No terreno da cidadania, a responsável pela pasta que hoje é de Silvio – e cuja denominação era Ministério da Mulher, da Família e dos Direitos Humanos – teve como plataforma de trabalho a frase enunciada logo em sua posse no cargo: “Atenção, é uma nova era no Brasil: menino veste azul e menina veste rosa!”, gritou, em meio a aplausos insanos. No Ministério da Educação, de todos os tenebrosos ocupantes, o que pairou mais tempo por lá foi um pastor que acabou envolvido em um escândalo no qual apareceram outros religiosos, propinas em barra de ouro e bíblias decoradas com a foto do titular da pasta.
O antiministro mais conhecido da Saúde foi um general que disse ao capitão da reserva “um manda e o outro obedece”. Inverteu a escala hierárquica militar e assumiu a principal pasta no contexto de uma gigantesca crise de saúde com a incumbência de fazer grassar o negacionismo que dois médicos que o antecederam no cargo não quiseram bancar. E dá-lhe cloroquina, dá-lhe falta de oxigênio, dá-lhe atraso na compra de vacina! E foi assim que o Brasil teve uma média de mortes quatro vezes maior do que a mundial na tragédia sanitária.
O legal era fazer troça da vacina e alertar que seus efeitos eram desconhecidos – poderia ter por aí alguma pessoa transformada em jacaré
Finalmente, ele. Com o País vivendo apenas o início da curva de subida do número de mortes em uma gravíssima pandemia, o antipresidente da República, incentivando as aglomerações e o uso de tratamento precoce como solução, dava de ombros à situação dizendo um “quer que eu faça o quê, não sou coveiro!”; e, com a Covid em seu pico, mas já com a esperança dos imunizantes à disposição, resolveu que o legal era fazer troça da vacina e alertar que seus efeitos eram desconhecidos, que de repente poderia ter por aí alguma pessoa transformada em jacaré.

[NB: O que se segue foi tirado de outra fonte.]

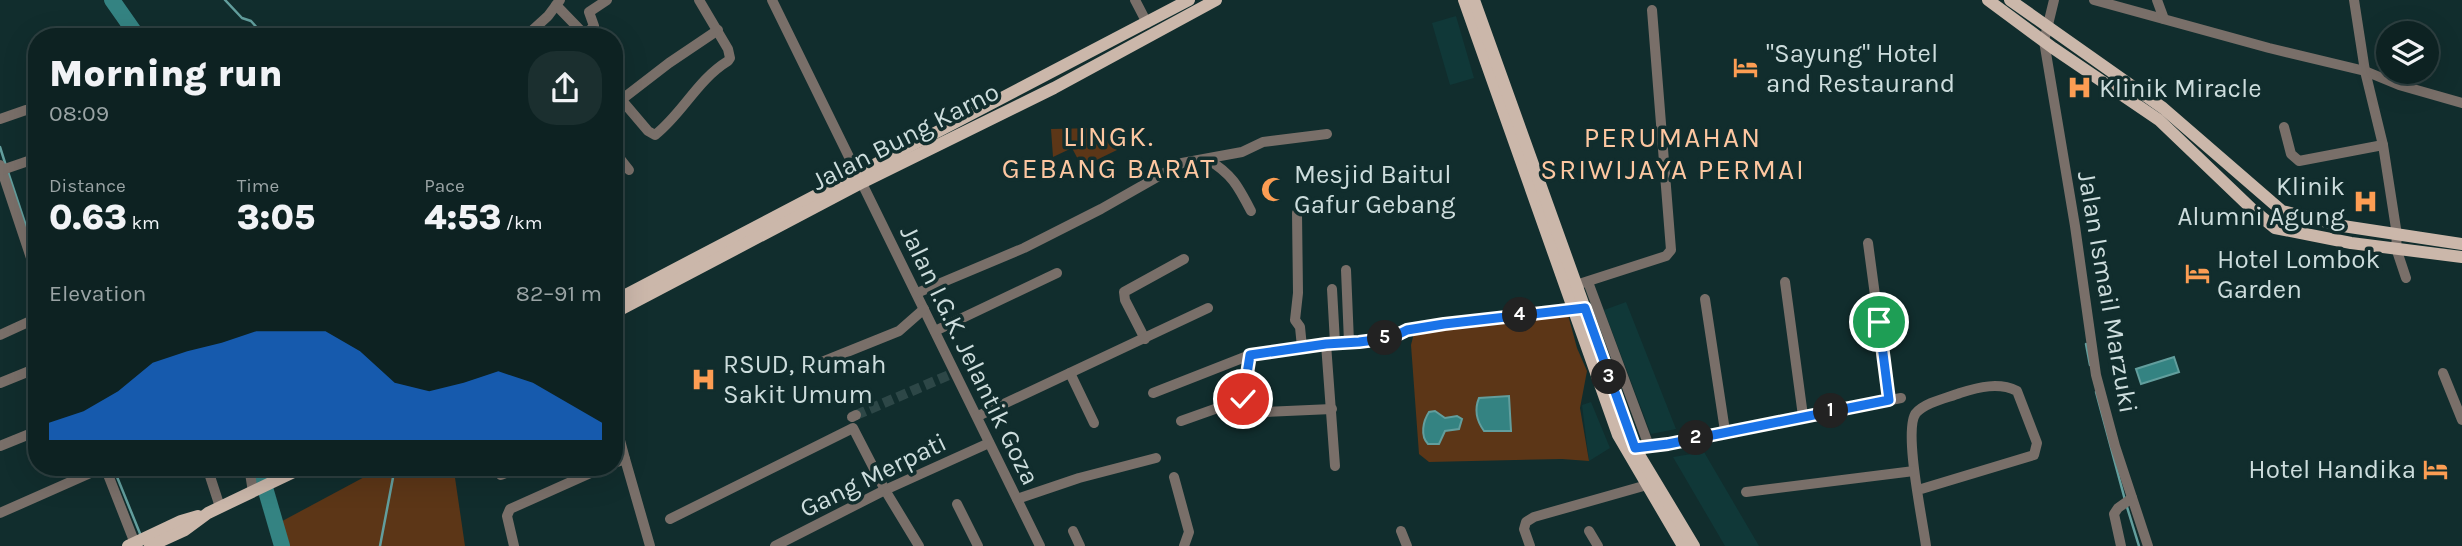 <!DOCTYPE html>
<html lang="en">
<head>
<meta charset="utf-8">
<style>
	:root { --surface:#0d2222; --page:#1b2f2f; --text:#f1f3f6; --muted:#9aa4a5; --line:#2d3f40; --accent:#1a73e8 }
	body { margin:0; font-family:Karla,sans-serif; background:var(--page); color:var(--text); height:100vh; display:flex; flex-direction:column; font-size:26px; white-space:nowrap }
	* { box-sizing:border-box; margin:0 }
	p { font-size:23px; color:var(--muted) }
	.icon { flex:none; width:38px; height:38px; fill:none; stroke:currentColor; stroke-width:2; stroke-linecap:round; stroke-linejoin:round }
	.map { position:relative; flex:1; overflow:hidden }
	.panel { position:absolute; left:28px; top:28px; width:595px; height:448px; display:flex; flex-direction:column; background:var(--surface); border-radius:28px; box-shadow:0 7px 28px #0002,0 0 0 2px var(--line) }
	.panel>* { flex:none }
	.controls { position:absolute; left:2376px; top:21px; display:grid; gap:14px }
	.controls a { display:grid; place-items:center; width:63px; height:63px; border-radius:50%; background:var(--surface); box-shadow:0 7px 28px #0002,0 0 0 2px var(--line); font-size:35px }
	.pin { position:absolute; display:grid; place-items:center; width:60px; height:60px; color:#fff; margin:-30px; border:4px solid #fff; border-radius:50%; box-shadow:0 2px 7px #0007 }
	.km { position:absolute; width:35px; height:35px; margin:-18px; border-radius:50%; background:#222; color:#fff; font-size:19px; line-height:35px; text-align:center }
	.round { display:grid; place-items:center; flex:none; width:74px; height:74px; border-radius:28px; background:var(--page) }
	.headline { display:flex; align-items:center; justify-content:space-between; height:119px; padding:0 21px }
	h1 { font-size:38px; font-weight:800; line-height:52px }
	.stats { display:grid; grid-template-columns:repeat(3,1fr); gap:10px; height:119px; padding:7px 21px }
	.stats div { display:grid; align-content:center }
	.stats b { font-size:35px; font-weight:800 }
	.stats small { font-size:19px; font-weight:400 }
	.stats p { font-size:19px }
	.chart { height:196px; padding:14px 21px }
	.chart p { display:flex; justify-content:space-between }
	.chart svg { width:100%; height:126px; margin-top:7px; fill:var(--accent); opacity:.7 }
	.map>svg:first-child { display:block }
	.built { fill:#103838 }
	.green { fill:#5c3617 }
	.water { fill:#348382; stroke:#629e9d; stroke-width:2 }
	.lines { fill:none; stroke-linecap:round; stroke-linejoin:round }
	.stream { stroke:#629e9d; stroke-width:2.5 }
	.river { stroke:#348382; stroke-width:16 }
	.minor-tunnel { stroke:#2d4747; stroke-width:10; stroke-dasharray:10 5; stroke-linecap:butt }
	.minor { stroke:#796f69; stroke-width:10 }
	.major { stroke:#cbb7aa; stroke-width:12 }
	.route-casing { stroke:#fff; stroke-width:14 }
	.route { stroke:#1a73e8; stroke-width:9 }
	.labels { text-anchor:middle; stroke-width:7; stroke-linejoin:round; paint-order:stroke }
	.poi-label { font-size:26px; fill:#cddddd; stroke:#112d2d; text-anchor:start }
	.street-label { font-size:26px; fill:#cddddd; stroke:#112d2d }
	.neighbourhood-label { font-size:28px; letter-spacing:2px; fill:#fdc7a1; stroke:#112d2d }
</style>
</head>
<body>
<div class="map">
<svg width="2462" height="546" viewBox="0 0 2462 546">
	<rect width="100%" height="100%" fill="#112d2d"/>
	<!-- built -->
	<g class="built">
		<polygon points="1456,16 1474,78 1450,85 1432,23"/>
		<polygon points="1626,302 1676,429 1651,434 1604,310"/>
		<polygon points="1591,402 1610,448 1589,461 1582,405"/>
		<polygon points="1704,452 1759,546 1725,546 1673,457"/>
	</g>
	<!-- green -->
	<g class="green">
		<polygon points="1096,128 1117,150 1082,167 1072,148 1053,157 1051,129"/>
		<polygon points="1567,311 1577,348 1587,371 1580,408 1589,461 1562,459 1429,462 1419,454 1411,345 1414,333"/>
		<polygon points="383,467 437,467 454,471 465,546 278,546 273,526"/>
	</g>
	<!-- water -->
	<g class="water">
		<polygon points="2174,357 2179,372 2141,384 2136,369"/>
		<path d="M1509,396L1511,431H1484C1476,420 1474,410 1479,398Z"/>
		<path d="M1435,411L1445,418L1457,416L1462,419L1459,429L1445,431L1439,444H1428C1420,436 1423,421 1429,412Z"/>
	</g>
	<g class="lines">
		<!-- stream -->
		<g class="stream">
			<polyline points="225,0 242,18 251,21 265,37"/>
			<polyline points="0,147 6,166"/>
			<polyline points="8,172 37,259"/>
			<polyline points="2086,344 2090,365"/>
			<polyline points="2096,392 2125,500"/>
			<polyline points="113,467 141,536"/>
			<polyline points="2127,507 2139,546"/>
			<polyline points="380,546 395,467"/>
		</g>
		<!-- river -->
		<g class="river">
			<polyline points="112,0 138,37"/>
			<polyline points="259,467 282,546"/>
		</g>
		<!-- minor-tunnel -->
		<polyline class="minor-tunnel" points="856,415 949,375"/>
		<!-- minor -->
		<g class="minor">
			<polyline points="772,0 1040,546"/>
			<polyline points="1135,0 1147,23"/>
			<polyline points="2054,0 2044,41 2075,226 2096,375 2115,446 2148,546"/>
			<polyline points="2094,0 2269,48 2365,71 2399,85 2462,103"/>
			<polyline points="2157,0 2164,19"/>
			<polyline points="2354,0 2365,71 2383,145 2397,235 2396,248 2406,278"/>
			<polyline points="556,5 585,35"/>
			<polyline points="525,37 548,16 560,0"/>
			<polyline points="583,37 594,26 589,12 607,0"/>
			<path d="M614,91L648,131L655,135C683,113 697,80 728,61L730,58L728,49L699,0"/>
			<polyline points="621,100 669,63 718,30"/>
			<polyline points="0,119 26,110 37,109"/>
			<polyline points="2284,127 2291,154 2299,161 2383,145"/>
			<polyline points="614,151 629,170"/>
			<path d="M1207,159C1232,174 1238,186 1251,211"/>
			<polyline points="0,165 37,276"/>
			<polyline points="2,170 37,158"/>
			<polyline points="1297,213 1298,293 1295,320 1300,327 1302,347"/>
			<polyline points="1868,243 1889,400"/>
			<polyline points="1346,270 1349,342"/>
			<polyline points="1588,282 1649,446"/>
			<polyline points="1785,282 1803,416"/>
			<polyline points="1576,285 1666,256 1671,250 1652,10"/>
			<polyline points="1332,289 1335,343"/>
			<polyline points="917,293 1024,248 1101,209 1182,163 1242,152 1263,142 1327,134"/>
			<polyline points="1705,299 1725,431"/>
			<polyline points="935,331 1057,273"/>
			<polyline points="0,335 37,318"/>
			<polyline points="1145,339 1125,300 1124,292 1184,259"/>
			<polyline points="1326,344 1335,466"/>
			<polyline points="822,362 899,331 924,309"/>
			<polyline points="1070,373 1094,423"/>
			<polyline points="2443,373 2462,420"/>
			<polyline points="0,383 37,368"/>
			<polyline points="1153,393 1250,355"/>
			<polyline points="1264,412 1332,409"/>
			<polyline points="978,416 1208,308"/>
			<polyline points="852,417 856,415"/>
			<polyline points="614,418 625,459 614,463"/>
			<polyline points="1181,421 1243,399 1250,355 1326,344 1359,343 1391,338 1407,330 1444,324 1577,308"/>
			<polyline points="0,446 37,431"/>
			<polyline points="1635,448 1668,444 1901,398"/>
			<polyline points="625,459 650,546"/>
			<polyline points="105,467 136,546"/>
			<polyline points="207,467 220,507"/>
			<polyline points="249,467 253,492"/>
			<polyline points="501,475 520,467"/>
			<polyline points="1174,477 1189,532 1184,546"/>
			<path d="M1918,490L2034,455L2037,443L2017,391C1999,382 1979,387 1960,393C1947,398 1926,402 1916,413C1903,429 1923,522 1926,546"/>
			<polyline points="1746,492 1914,471"/>
			<polyline points="1017,499 1079,478 1156,458"/>
			<polyline points="957,504 978,546"/>
			<polyline points="0,513 104,467"/>
			<polyline points="670,519 853,428 885,490 919,546"/>
			<polyline points="1073,531 1080,546"/>
			<polyline points="1401,531 1407,546"/>
			<polyline points="1589,531 1598,546"/>
			<polyline points="514,546 507,516 510,509 604,467"/>
			<polyline points="775,546 885,490 989,443"/>
			<polyline points="1530,546 1524,529 1526,522 1534,517 1647,485"/>
			<polyline points="2121,546 2114,514 2118,508 2132,498"/>
		</g>
		<!-- major -->
		<g class="major">
			<polyline points="1464,0 1618,435 1683,546"/>
			<polyline points="1474,0 1635,448 1694,546"/>
			<polyline points="1988,0 2053,48 2159,120 2253,210 2275,228 2351,243 2462,257"/>
			<polyline points="2010,0 2163,108 2282,211 2343,226 2462,244"/>
			<polyline points="614,301 1189,0"/>
			<polyline points="614,313 863,182 1054,88 1216,0"/>
			<polyline points="128,546 181,521 198,516"/>
			<polyline points="150,546 185,530 208,513 304,467"/>
		</g>
	</g>
	<g class="lines">
		<defs>
			<polyline id="route" points="1243,399 1250,355 1326,344 1359,342 1391,338 1407,330 1444,324 1585,308 1635,448 1668,444 1889,400 1879,322"/>
		</defs>
		<!-- route casing -->
		<use href="#route" class="route-casing"/>
		<!-- route -->
		<use href="#route" class="route"/>
	</g>
	<!-- icons -->
	<defs>
		<symbol id="hotel-bare" viewBox="-9 -9 18 18"><path d="M-6-4.5h1.5V1H6V5H4.5V3h-9V5H-6ZM-4 0a1.8 1.8 0 1 1 3.6 0ZM.5 0V-2.5h3Q6-2.5 6 0Z" fill="#fc9d53" stroke="#112d2d" stroke-width="2.5" paint-order="stroke"/></symbol>
		<symbol id="hospital-bare" viewBox="-9 -9 18 18"><path d="M-5-5h3v3.5h4V-5h3V5h-3V1.5h-4V5h-3Z" fill="#fc9d53" stroke="#112d2d" stroke-width="2.5" paint-order="stroke"/></symbol>
		<symbol id="mosque-bare" viewBox="-9 -9 18 18"><path d="M3.5-4.9A6 6 0 1 0 3.5 4.9A5 5 0 1 1 3.5-4.9Z" fill="#fc9d53" stroke="#112d2d" stroke-width="2.5" paint-order="stroke"/></symbol>
	</defs>
	<g fill-rule="evenodd">
		<use href="#hotel-bare" x="1728" y="50" width="35" height="35"/>
		<use href="#hospital-bare" x="2062" y="70" width="35" height="35"/>
		<use href="#mosque-bare" x="1256" y="172" width="35" height="35"/>
		<use href="#hospital-bare" x="2348" y="184" width="35" height="35"/>
		<use href="#hotel-bare" x="2180" y="256" width="35" height="35"/>
		<use href="#hospital-bare" x="686" y="362" width="35" height="35"/>
		<use href="#hotel-bare" x="2418" y="452" width="35" height="35"/>
	</g>
	<g class="labels">
		<!-- poi labels -->
		<g class="poi-label">
			<text x="1766" y="62">"Sayung" Hotel<tspan x="1766" dy="30">and Restaurand</tspan></text>
			<text x="2099" y="97">Klinik Miracle</text>
			<text x="1294" y="183">Mesjid Baitul<tspan x="1294" dy="30">Gafur Gebang</tspan></text>
			<text x="2345" y="195" text-anchor="end">Klinik<tspan x="2345" dy="30">Alumni Agung</tspan></text>
			<text x="2217" y="268">Hotel Lombok<tspan x="2217" dy="30">Garden</tspan></text>
			<text x="723" y="373">RSUD, Rumah<tspan x="723" dy="30">Sakit Umum</tspan></text>
			<text x="2416" y="478" text-anchor="end">Hotel Handika</text>
		</g>
		<!-- street labels -->
		<g class="street-label">
			<text transform="translate(905 136) rotate(-27)" y="9">Jalan Bung Karno</text>
			<text transform="translate(2108 292) rotate(80)" y="9">Jalan Ismail Marzuki</text>
			<text transform="translate(970 355) rotate(64)" y="9">Jalan I.G.K. Jelantik Goza</text>
			<text transform="translate(873 475) rotate(-26)" y="9">Gang Merpati</text>
		</g>
		<!-- neighbourhood labels -->
		<g class="neighbourhood-label">
			<text x="1109" y="146">LINGK.<tspan x="1109" dy="32">GEBANG BARAT</tspan></text>
			<text x="1673" y="147">PERUMAHAN<tspan x="1673" dy="32">SRIWIJAYA PERMAI</tspan></text>
		</g>
	</g>
</svg>
<div class="controls">
<a><svg class="icon" aria-label="layers" viewBox="0 0 24 24"><path d="M12 4l9 5-9 5-9-5zM3 14l9 5 9-5"/></svg></a>
</div>
<div class="pin" style="left:1879px;top:322px;background:#1e9e55"><svg class="icon" aria-label="arrive" viewBox="0 0 24 24"><path d="M6 21V4h12l-3 4 3 4H6"/></svg></div>
<div class="pin" style="left:1243px;top:399px;background:#d93025"><svg class="icon" aria-label="check" viewBox="0 0 24 24"><path d="M5 12l5 5 9-10"/></svg></div>
<b class="km" style="left:1831px;top:411px">1</b>
<b class="km" style="left:1696px;top:438px">2</b>
<b class="km" style="left:1609px;top:377px">3</b>
<b class="km" style="left:1520px;top:315px">4</b>
<b class="km" style="left:1385px;top:338px">5</b>
<section class="panel">
<div class="headline"><div><h1>Morning run</h1><p>08:09</p></div><a class="round"><svg class="icon" aria-label="share" viewBox="0 0 24 24"><path d="M12 15V3M7 8l5-5 5 5M5 13v7h14v-7"/></svg></a></div>
<div class="stats">
<div><p>Distance</p><b>0.63<small> km</small></b></div>
<div><p>Time</p><b>3:05</b></div>
<div><p>Pace</p><b>4:53<small> /km</small></b></div>
</div>
<div class="chart"><p><span>Elevation</span>82–91 m</p>
<svg viewBox="0 0 160 44" preserveAspectRatio="none"><path d="M0 44V38L10 34L20 27L30 17L40 13L50 10L60 6L70 6L80 6L90 13L100 24L110 27L120 24L130 20L140 24L150 31L160 38V44z"/></svg>
</div>
</section>
</div>
</body>
</html>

Depois da pandemia, entre tantas outras insensatezes, veio a obsessão por conspurcar a eleição. Tratou de se cercar de teorias que levassem a população a acreditar que as urnas que o tinham elegido desde 1996 estavam agora passíveis de fraude. Exigiu voto impresso, falou para todo mundo ouvir que não aceitaria resultado que não achasse que fosse “limpa” e, mais de uma vez, disse que poderia nem haver eleições. Deslumbrado, soltou de vez seu golpismo com toda a força ao se sentir encorajado pela multidão de amarelo no 7 de Setembro mais absurdo em dois séculos. Depois de dizer que não obedeceria mais ordens do tal ministro do Supremo, sem respaldo, murchou e assinou carta de pedido de desculpas. Foi mal, estava doidão. Perdeu a eleição, mesmo depois de tentar vencê-la a todo custo – inclusive aos cofres públicos e à imagem das instituições. Derrotado, se recolheu. Nas raras vezes em que apareceu, foi para chorar em público. Deixou seus apoiadores pedindo golpe na porta dos quartéis e viajou fugido para os Estados Unidos.
Outros novos ministros e ministras também disseram obviedades como Silvio – por exemplo, Nísia Trindade, na Saúde, declarou que a pasta vai se guiar pela ciência e foi ovacionada. De todas as posses ministeriais, porém, a de Silvio Almeida certamente foi a mais marcante, por ter declarado, com todas as letras, que o óbvio precisa voltar a ser dito e voltar a ser feito. Depois de tantas trevas, que sua fala marque o reinício da nação. E que o passado distópico vá de vez para a lata de lixo da história.